开发者 https://www.devze.com 2023-04-12 12:38 出处:网络
I have the following AJAX function: function ajaxDesignerBrandInfo() { var D = wrapFormValues(\'#designer-brand-form\');

I have the following AJAX function:

function ajaxDesignerBrandInfo()
{
    var D = wrapFormValues('#designer-brand-form');
    var recursiveEncoded = $.param(D);  
    /*
    $.post("/api/designer_brand/", { data : recursiveEncoded }, function(data) 
    {
        var results = $.parseJSON(data);
        window.location = "/register/designer-product/"; 
    });*/

    $.ajax( { type: "POST", 
              url: "/api/designer_brand/", 
              data : { data : recursiveEncoded },
              success: function(data) { 
                console.log(data);
                setTimeout(function() {
                window.location = "/register/designer-product/";
            },0);
              },
              error: function (xhr, ajaxOptions, thrownError ){
                                alert(xhr.status);
                                alert(thrownError); }
        });

    return false;   

}

And the corresponding form

<form id="designer-brand-form" name="form" method="post" action="" onSubmit="ajaxDesignerBrandInfo(); return false;"> 
....
</fo开发者_JAVA技巧rm>

The submission works great on Chrome, Safari and FireFox, moving me to

/register/designer-product/

Correctly, but in IE9, the submissions seems to

  1. Never make it to the server

  2. clear the form and redirect back to the current page i am on (in which this form exists).

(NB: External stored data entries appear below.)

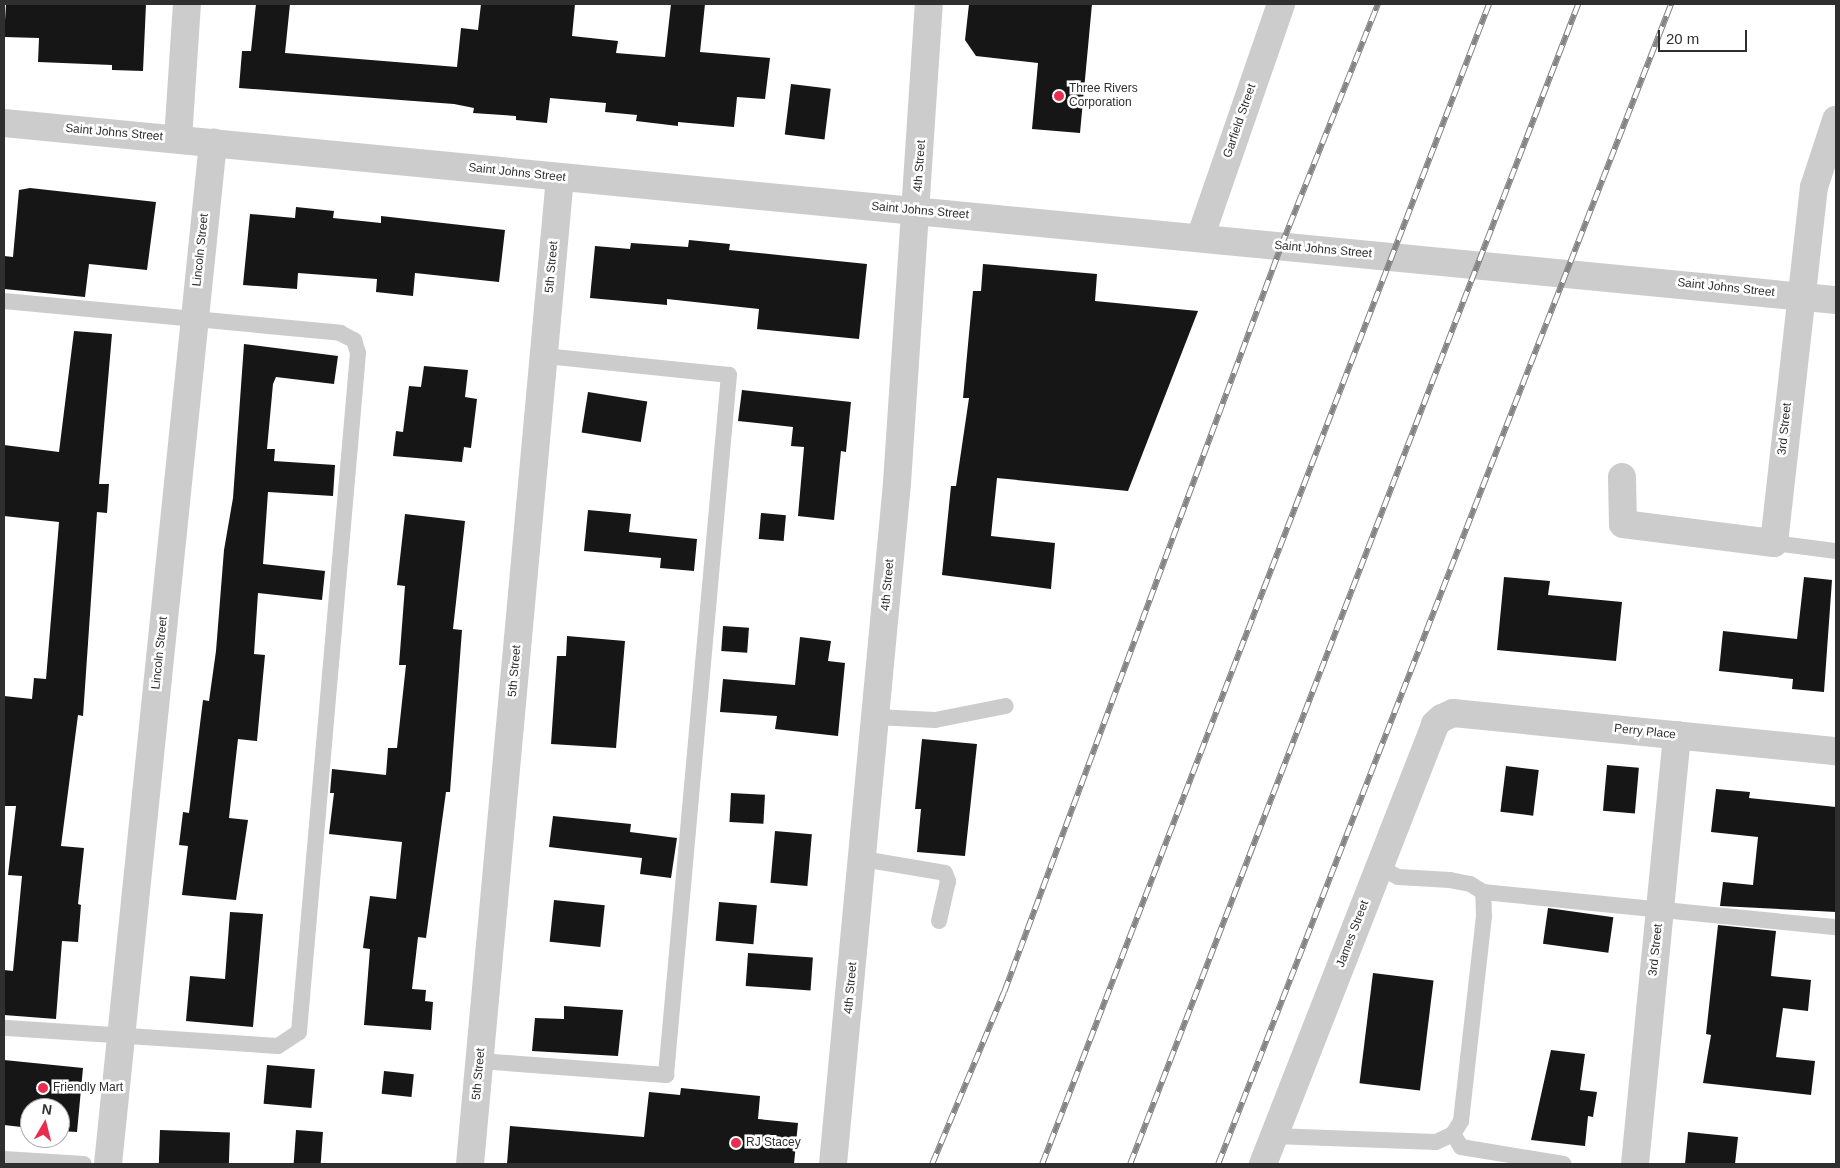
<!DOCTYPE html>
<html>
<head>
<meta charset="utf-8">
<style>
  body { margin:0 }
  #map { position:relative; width:1840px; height:1168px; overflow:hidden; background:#fff; font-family:Arial,sans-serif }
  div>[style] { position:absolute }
  .building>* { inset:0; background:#161616; transform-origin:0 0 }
  .service>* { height:16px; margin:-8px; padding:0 8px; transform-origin:8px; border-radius:8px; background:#ccc }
  .minor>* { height:28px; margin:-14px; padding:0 14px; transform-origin:14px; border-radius:14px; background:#ccc }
  .rail>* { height:5.5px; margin-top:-2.75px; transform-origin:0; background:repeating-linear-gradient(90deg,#fff 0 11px,#848484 0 22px); box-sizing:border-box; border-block:1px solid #848484 }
  .dots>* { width:14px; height:14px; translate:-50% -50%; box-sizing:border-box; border:2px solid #fff; border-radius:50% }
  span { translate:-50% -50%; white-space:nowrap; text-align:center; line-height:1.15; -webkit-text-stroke:5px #fff; paint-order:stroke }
  .poi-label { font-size:12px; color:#2f2f2f }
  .left { translate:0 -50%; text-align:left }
  .street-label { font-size:12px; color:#2f2f2f }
  .frame { position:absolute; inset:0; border:5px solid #2f2f2f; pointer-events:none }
  .north { position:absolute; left:20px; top:1098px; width:50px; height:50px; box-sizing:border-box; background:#fff; border:1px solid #acacac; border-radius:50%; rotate:8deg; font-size:14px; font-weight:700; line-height:20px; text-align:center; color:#2f2f2f }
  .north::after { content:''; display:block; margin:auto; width:18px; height:22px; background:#e92d4d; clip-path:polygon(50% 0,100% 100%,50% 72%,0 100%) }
  .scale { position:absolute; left:1658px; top:30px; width:89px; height:22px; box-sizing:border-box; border:2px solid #2f2f2f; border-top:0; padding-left:6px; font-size:15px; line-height:18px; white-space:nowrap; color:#2f2f2f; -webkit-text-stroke:4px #fff; paint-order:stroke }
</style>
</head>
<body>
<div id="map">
  <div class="building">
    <i style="clip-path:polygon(6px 4px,146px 4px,143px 71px,112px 70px,112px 65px,38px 62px,39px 38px,4px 37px)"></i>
    <i style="clip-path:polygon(256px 4px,290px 4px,285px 53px,457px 67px,461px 28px,478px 30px,481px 4px,575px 4px,572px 36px,618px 41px,616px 53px,665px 57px,671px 4px,705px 4px,700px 52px,770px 58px,765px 99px,737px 97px,734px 127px,678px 122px,678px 126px,636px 121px,637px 115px,605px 112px,606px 103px,550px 98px,547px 123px,516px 120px,516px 116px,473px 113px,474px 108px,454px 104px,239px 88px,242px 51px,251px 51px)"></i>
    <i style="clip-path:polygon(969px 4px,1092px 4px,1080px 133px,1032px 129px,1038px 63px,976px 56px,965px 40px)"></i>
    <i style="left:791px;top:84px;width:40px;height:51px;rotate:7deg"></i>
    <i style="clip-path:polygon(30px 188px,156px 202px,147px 270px,89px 264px,85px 297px,4px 289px,4px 256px,13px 257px,19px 190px)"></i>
    <i style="clip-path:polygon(296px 207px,334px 211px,333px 218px,381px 223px,381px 216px,505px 230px,499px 282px,415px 273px,413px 296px,376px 292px,377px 279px,298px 273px,297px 289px,243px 285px,250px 214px,295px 218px)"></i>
    <i style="clip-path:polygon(689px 240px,730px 244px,729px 250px,867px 264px,859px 339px,757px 329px,759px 309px,667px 299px,667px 305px,590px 298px,595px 246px,630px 249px,631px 243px,688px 247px)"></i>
    <i style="clip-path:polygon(983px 264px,1097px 274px,1095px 301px,1198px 311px,1128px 491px,997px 478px,991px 536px,1055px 543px,1051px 589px,942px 575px,951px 486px,956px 486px,969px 398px,963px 398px,973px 291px,981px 291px)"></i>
    <i style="clip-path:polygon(74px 331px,112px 334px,99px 484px,109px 484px,107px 513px,97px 512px,83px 716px,78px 715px,61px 846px,84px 848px,78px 904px,81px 905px,78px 942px,62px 941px,56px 1019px,4px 1015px,4px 970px,13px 971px,22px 876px,8px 875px,16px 806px,4px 806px,4px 696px,32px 699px,34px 678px,46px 679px,59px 522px,4px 516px,4px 445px,59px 452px)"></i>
    <i style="clip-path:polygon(244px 344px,338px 356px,334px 384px,276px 377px,273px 384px,267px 449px,275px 449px,274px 461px,335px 465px,333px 496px,268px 492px,263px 564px,325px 571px,322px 600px,258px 593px,254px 654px,265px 655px,257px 741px,238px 739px,229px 818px,248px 820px,236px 900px,182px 895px,188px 846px,179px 845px,183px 812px,189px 813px,203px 700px,209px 701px,216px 651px,224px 550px,233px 498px)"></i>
    <i style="clip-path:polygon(424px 366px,468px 370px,465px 397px,477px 399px,471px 448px,464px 447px,462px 462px,393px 456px,396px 431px,403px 432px,409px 386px,421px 387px)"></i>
    <i style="clip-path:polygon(742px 390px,851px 402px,846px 452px,841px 451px,834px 520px,798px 516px,804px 447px,791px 446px,793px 427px,738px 421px)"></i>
    <i style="left:588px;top:392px;width:60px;height:41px;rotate:9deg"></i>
    <i style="clip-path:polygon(588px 510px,631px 514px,629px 532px,697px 539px,694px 571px,660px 568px,661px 558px,584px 551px)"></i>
    <i style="left:761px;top:513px;width:25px;height:26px;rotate:5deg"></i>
    <i style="clip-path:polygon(405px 514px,465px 521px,453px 629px,462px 630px,450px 792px,446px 792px,426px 938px,418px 937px,412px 989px,426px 990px,425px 1001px,433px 1002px,431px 1030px,364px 1025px,370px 949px,363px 948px,370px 896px,396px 899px,402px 842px,329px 834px,334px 793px,330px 793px,332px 769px,386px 775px,388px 748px,397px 748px,406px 665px,399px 665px,405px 586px,397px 585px)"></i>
    <i style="clip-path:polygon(1504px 577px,1550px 581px,1548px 595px,1622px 602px,1616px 661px,1497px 650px)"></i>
    <i style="clip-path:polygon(1804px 577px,1832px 580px,1824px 692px,1792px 689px,1793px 679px,1719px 671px,1723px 631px,1797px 639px)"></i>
    <i style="left:723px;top:626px;width:26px;height:25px;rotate:4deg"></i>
    <i style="clip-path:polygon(567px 636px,625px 641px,616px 748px,551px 744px,557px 656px,566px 656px)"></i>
    <i style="clip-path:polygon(800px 637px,831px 641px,828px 661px,845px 663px,838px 736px,775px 729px,777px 716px,720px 712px,723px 679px,795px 685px)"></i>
    <i style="clip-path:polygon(922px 739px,977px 744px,965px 856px,917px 852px,921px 809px,915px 809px)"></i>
    <i style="left:1607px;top:765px;width:32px;height:46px;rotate:5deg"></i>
    <i style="left:1506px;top:766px;width:33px;height:46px;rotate:7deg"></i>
    <i style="clip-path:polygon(1716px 789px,1750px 792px,1749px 798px,1836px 807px,1836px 912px,1720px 906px,1723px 882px,1753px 885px,1758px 837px,1711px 832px)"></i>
    <i style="left:731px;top:793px;width:34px;height:29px;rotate:3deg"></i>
    <i style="clip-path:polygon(553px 816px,631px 824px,630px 832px,677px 838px,671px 878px,640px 874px,642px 858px,549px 847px)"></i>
    <i style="left:775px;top:831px;width:37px;height:52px;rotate:5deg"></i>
    <i style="left:554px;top:900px;width:51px;height:42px;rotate:6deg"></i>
    <i style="left:719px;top:902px;width:38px;height:39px;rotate:5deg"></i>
    <i style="left:1548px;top:908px;width:66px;height:36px;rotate:8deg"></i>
    <i style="clip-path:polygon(230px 912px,263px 914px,253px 1027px,186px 1021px,190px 976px,225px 979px)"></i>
    <i style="clip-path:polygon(1718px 925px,1776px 931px,1771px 976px,1811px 980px,1808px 1011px,1783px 1008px,1776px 1057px,1815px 1061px,1811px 1095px,1703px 1083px,1711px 1035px,1706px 1034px)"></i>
    <i style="left:748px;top:953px;width:65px;height:33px;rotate:4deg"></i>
    <i style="left:1373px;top:973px;width:61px;height:111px;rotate:7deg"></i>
    <i style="clip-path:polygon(564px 1006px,623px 1010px,618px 1056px,532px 1051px,535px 1018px,564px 1019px)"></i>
    <i style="clip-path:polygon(1551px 1050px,1585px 1054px,1580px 1090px,1597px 1092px,1593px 1117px,1588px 1116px,1585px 1146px,1531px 1140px)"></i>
    <i style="clip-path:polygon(4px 1060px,83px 1068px,77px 1132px,60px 1131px,60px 1108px,30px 1108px,30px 1128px,4px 1125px)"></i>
    <i style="left:267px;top:1065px;width:48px;height:39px;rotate:5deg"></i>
    <i style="left:384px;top:1071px;width:30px;height:23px;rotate:6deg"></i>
    <i style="clip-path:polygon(681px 1088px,760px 1096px,758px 1119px,798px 1123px,794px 1164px,507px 1164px,510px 1126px,644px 1137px,649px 1092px,680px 1095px)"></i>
    <i style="left:160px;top:1130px;width:70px;height:34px;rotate:2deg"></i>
    <i style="left:296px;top:1130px;width:27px;height:34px;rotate:4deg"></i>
    <i style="clip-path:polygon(1688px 1132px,1738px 1137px,1735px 1164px,1685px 1164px)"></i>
  </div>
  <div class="service">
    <i style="left:4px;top:301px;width:338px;rotate:5.4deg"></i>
    <i style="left:340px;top:333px;width:16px;rotate:27deg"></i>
    <i style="left:354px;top:340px;width:14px;rotate:73deg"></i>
    <i style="left:358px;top:353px;width:682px;rotate:94.97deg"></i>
    <i style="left:299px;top:1032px;width:25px;rotate:146deg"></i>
    <i style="left:278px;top:1046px;width:275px;rotate:-176.2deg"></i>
    <i style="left:1774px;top:543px;width:63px;rotate:7.4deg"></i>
    <i style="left:876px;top:717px;width:59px;rotate:2.9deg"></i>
    <i style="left:935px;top:720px;width:72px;rotate:-11.2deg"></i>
    <i style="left:863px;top:859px;width:83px;rotate:9.7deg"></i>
    <i style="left:945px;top:873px;width:9px;rotate:69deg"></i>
    <i style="left:948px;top:881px;width:41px;rotate:102.7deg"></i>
    <i style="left:1483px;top:892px;width:355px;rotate:5.7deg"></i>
    <i style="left:480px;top:1061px;width:187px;rotate:4.3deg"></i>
    <i style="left:666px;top:1075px;width:703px;rotate:-84.86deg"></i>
    <i style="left:729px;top:375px;width:186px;rotate:-174.1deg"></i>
    <i style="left:1453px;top:1134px;width:15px;rotate:58deg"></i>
    <i style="left:1461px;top:1147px;width:104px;rotate:9.4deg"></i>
    <i style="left:1274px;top:1136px;width:162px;rotate:2.1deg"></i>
    <i style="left:1436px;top:1142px;width:19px;rotate:-25deg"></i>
    <i style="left:1453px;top:1134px;width:15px;rotate:-58deg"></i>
    <i style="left:1461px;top:1121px;width:206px;rotate:-83.6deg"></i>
    <i style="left:1484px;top:916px;width:24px;rotate:-92deg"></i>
    <i style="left:1483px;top:892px;width:15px;rotate:-148deg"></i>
    <i style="left:1470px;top:884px;width:20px;rotate:-169deg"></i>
    <i style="left:1450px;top:880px;width:52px;rotate:-176.7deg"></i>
    <i style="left:1398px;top:877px;width:21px;rotate:-152deg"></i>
    <i style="left:4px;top:1159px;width:80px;rotate:3.6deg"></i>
  </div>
  <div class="minor">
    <i style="left:4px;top:123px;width:1841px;rotate:5.52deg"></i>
    <i style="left:178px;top:139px;width:135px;rotate:-86.2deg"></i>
    <i style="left:1200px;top:238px;width:248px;rotate:-70.9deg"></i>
    <i style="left:1622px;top:477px;width:47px;rotate:88.8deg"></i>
    <i style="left:1623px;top:524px;width:152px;rotate:7.2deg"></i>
    <i style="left:1774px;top:543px;width:358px;rotate:-83.6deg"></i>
    <i style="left:1814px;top:187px;width:71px;rotate:-71.8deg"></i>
    <i style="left:108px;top:1164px;width:1027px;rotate:-84.13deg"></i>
    <i style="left:470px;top:1164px;width:991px;rotate:-84.79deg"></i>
    <i style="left:833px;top:1164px;width:684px;rotate:-84.63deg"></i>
    <i style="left:897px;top:483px;width:480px;rotate:-86.2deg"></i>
    <i style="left:1263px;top:1164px;width:472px;rotate:-68.6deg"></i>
    <i style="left:1435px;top:724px;width:9px;rotate:-41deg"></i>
    <i style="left:1442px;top:718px;width:12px;rotate:-24deg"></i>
    <i style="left:1453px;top:713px;width:385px;rotate:5.7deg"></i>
    <i style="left:1635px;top:1164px;width:431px;rotate:-84.4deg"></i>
  </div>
  <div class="rail">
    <i style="left:932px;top:1164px;width:186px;rotate:-67.3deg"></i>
    <i style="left:1004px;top:992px;width:796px;rotate:-69.63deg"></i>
    <i style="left:1281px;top:246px;width:261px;rotate:-68.2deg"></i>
    <i style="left:1042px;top:1164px;width:1243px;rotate:-68.93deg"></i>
    <i style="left:1130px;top:1164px;width:1244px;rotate:-68.88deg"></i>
    <i style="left:1218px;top:1164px;width:1245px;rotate:-68.67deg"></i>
  </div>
  <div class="dots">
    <i style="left:1059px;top:96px;background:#e92d4d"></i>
    <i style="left:43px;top:1088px;background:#e92d4d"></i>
    <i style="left:736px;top:1143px;background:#e92d4d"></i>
  </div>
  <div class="poi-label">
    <span class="left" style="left:1069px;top:96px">Three Rivers<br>Corporation</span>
    <span class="left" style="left:53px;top:1088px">Friendly Mart</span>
    <span class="left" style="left:746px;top:1143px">RJ Stacey</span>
  </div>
  <div class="street-label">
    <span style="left:1240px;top:121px;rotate:-71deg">Garfield Street</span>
    <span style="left:114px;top:133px;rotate:5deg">Saint Johns Street</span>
    <span style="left:920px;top:166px;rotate:-86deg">4th Street</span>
    <span style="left:517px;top:173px;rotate:6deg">Saint Johns Street</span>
    <span style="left:920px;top:211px;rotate:5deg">Saint Johns Street</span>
    <span style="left:201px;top:250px;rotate:-84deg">Lincoln Street</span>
    <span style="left:1323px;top:250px;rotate:5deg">Saint Johns Street</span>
    <span style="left:552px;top:267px;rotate:-85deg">5th Street</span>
    <span style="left:1726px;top:288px;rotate:6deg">Saint Johns Street</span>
    <span style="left:1785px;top:429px;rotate:-84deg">3rd Street</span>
    <span style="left:888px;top:585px;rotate:-85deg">4th Street</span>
    <span style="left:160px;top:653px;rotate:-84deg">Lincoln Street</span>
    <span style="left:515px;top:671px;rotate:-85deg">5th Street</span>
    <span style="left:1645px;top:732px;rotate:6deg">Perry Place</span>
    <span style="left:1353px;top:934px;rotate:-69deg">James Street</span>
    <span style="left:1656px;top:950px;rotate:-84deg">3rd Street</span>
    <span style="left:851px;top:988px;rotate:-85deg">4th Street</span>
    <span style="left:479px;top:1074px;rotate:-85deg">5th Street</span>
  </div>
  <div class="frame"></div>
  <div class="north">N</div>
  <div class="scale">20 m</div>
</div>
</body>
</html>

I can confirm via FireFox there are no javascript errors causing this to fail. And sometimes it actually works, but I cannot seem to always reproduce this error in the same way

Someone Please explain WTF is going on?

Thanks


I believe your issue is that IE is silently throwing a Javascript error. Just because Firefox doesn't throw a JS error one doesn't mean that IE doesn't. Check for JS errors in IE (see this link or this one). Find the error and you'll find the solution.

Also, try Fiddler, which is a standalone Windows tool that acts as a proxy server and will tell you EXACTLY what your AJAX traffic looks like.

Your specific problem may be the console.log call. That is a Firebug thing (that Chrome supports). IE does not, I think, unless you take steps to add it. See: What happened to console.log in IE8?